Stored dataset items
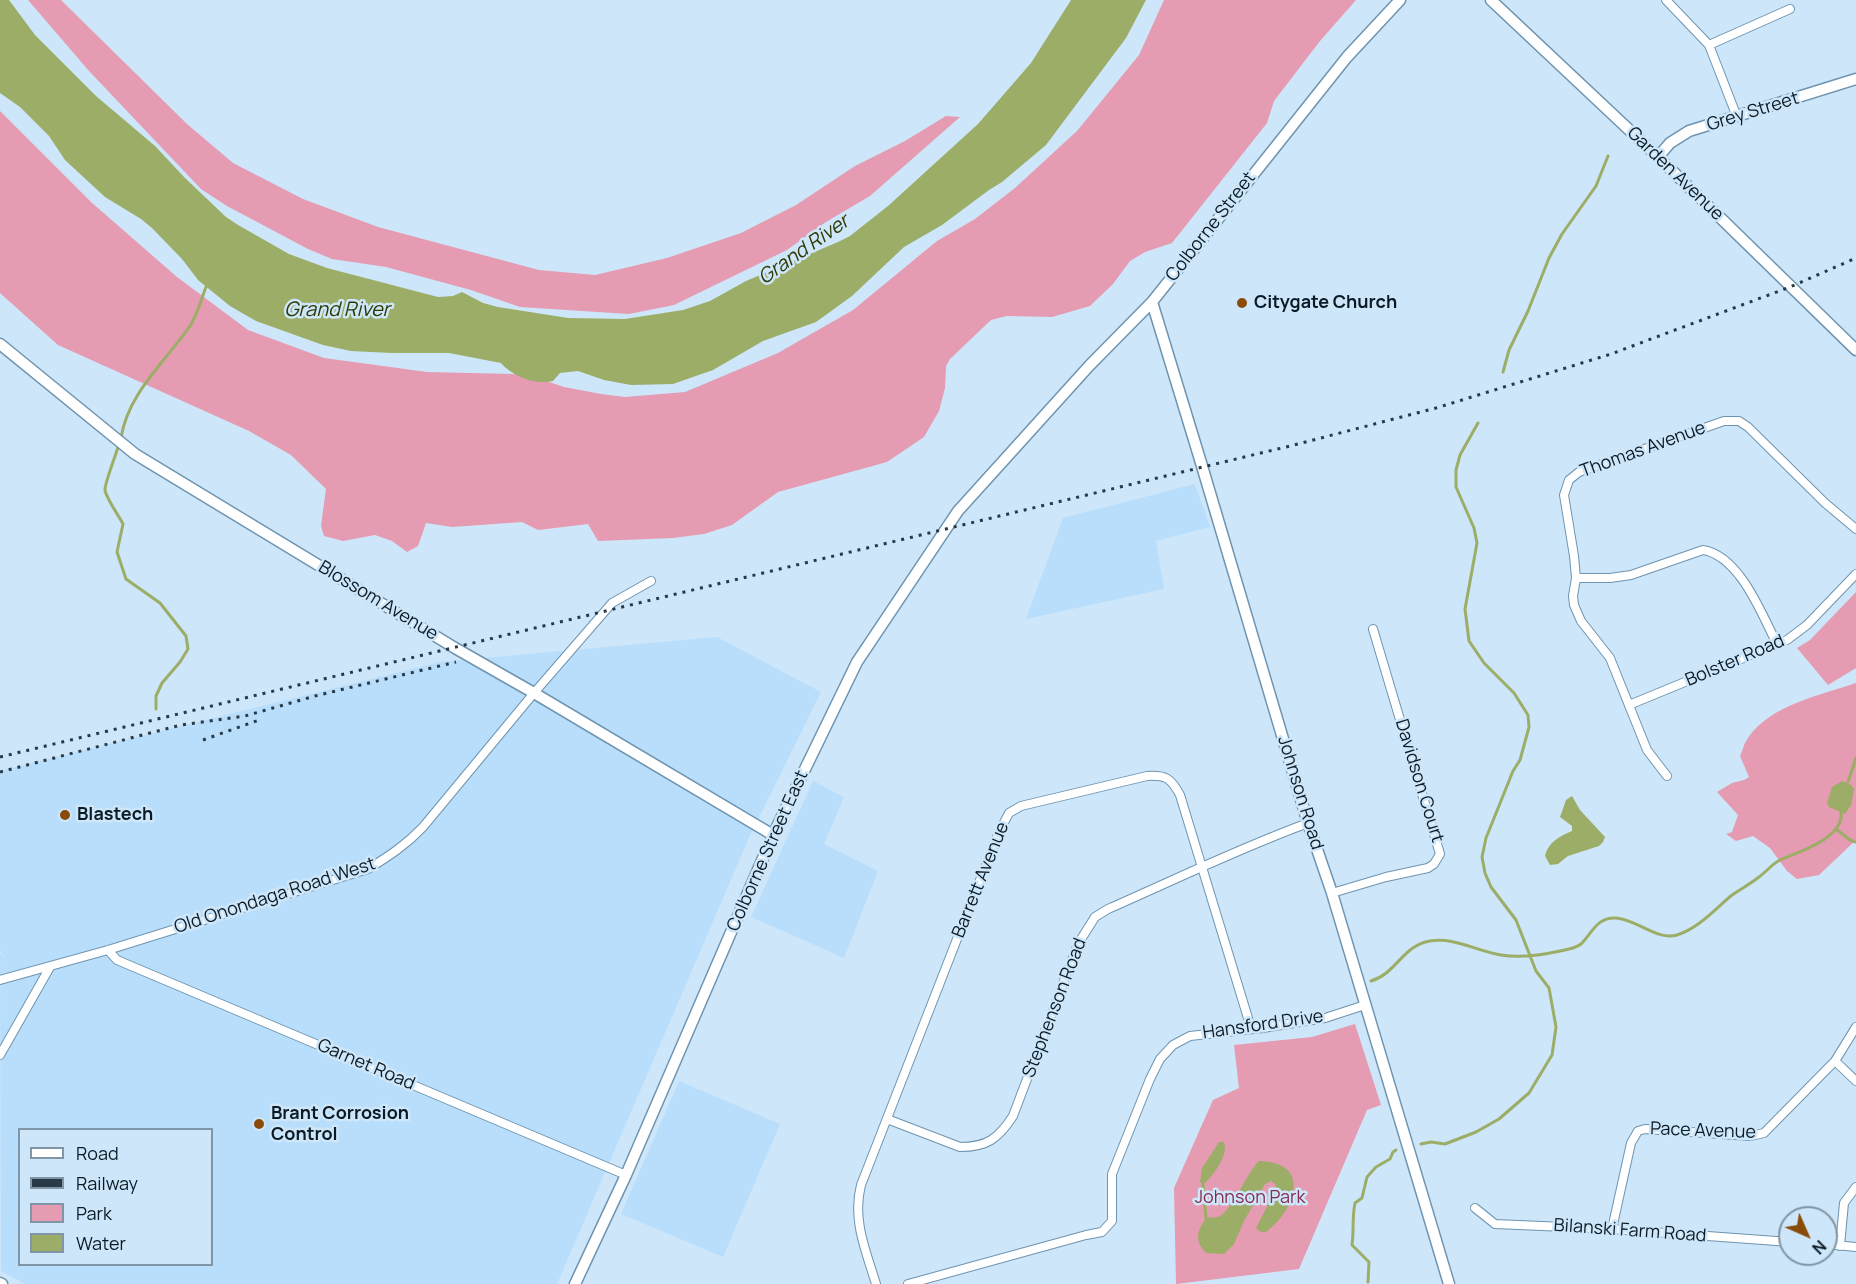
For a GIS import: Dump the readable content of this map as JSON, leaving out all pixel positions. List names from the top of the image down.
{
  "streets": {
    "street": [
      "Grey Street",
      "Garden Avenue",
      "Colborne Street",
      "Thomas Avenue",
      "Blossom Avenue",
      "Bolster Road",
      "Davidson Court",
      "Johnson Road",
      "Colborne Street East",
      "Barrett Avenue",
      "Old Onondaga Road West",
      "Stephenson Road",
      "Hansford Drive",
      "Garnet Road",
      "Pace Avenue",
      "Bilanski Farm Road"
    ]
  },
  "crossings": [
    ["Grey Street", "Garden Avenue"],
    ["Colborne Street", "Johnson Road"],
    ["Colborne Street", "Colborne Street East"],
    ["Thomas Avenue", "Bolster Road"],
    ["Blossom Avenue", "Colborne Street East"],
    ["Blossom Avenue", "Old Onondaga Road West"],
    ["Davidson Court", "Johnson Road"],
    ["Johnson Road", "Stephenson Road"],
    ["Johnson Road", "Hansford Drive"],
    ["Colborne Street East", "Garnet Road"],
    ["Barrett Avenue", "Stephenson Road"],
    ["Barrett Avenue", "Hansford Drive"],
    ["Old Onondaga Road West", "Garnet Road"],
    ["Pace Avenue", "Bilanski Farm Road"]
  ],
  "water": ["Grand River"],
  "parks": ["Johnson Park"],
  "places": ["Citygate Church", "Blastech", "Brant Corrosion Control"],
  "legend": [
    "Road",
    "Railway",
    "Park",
    "Water"
  ],
  "north": "bottom right"
}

Brief:
Looking at the entries above, say how many lines contain the word "Johnson". Only the number is wanted.

Reply:
6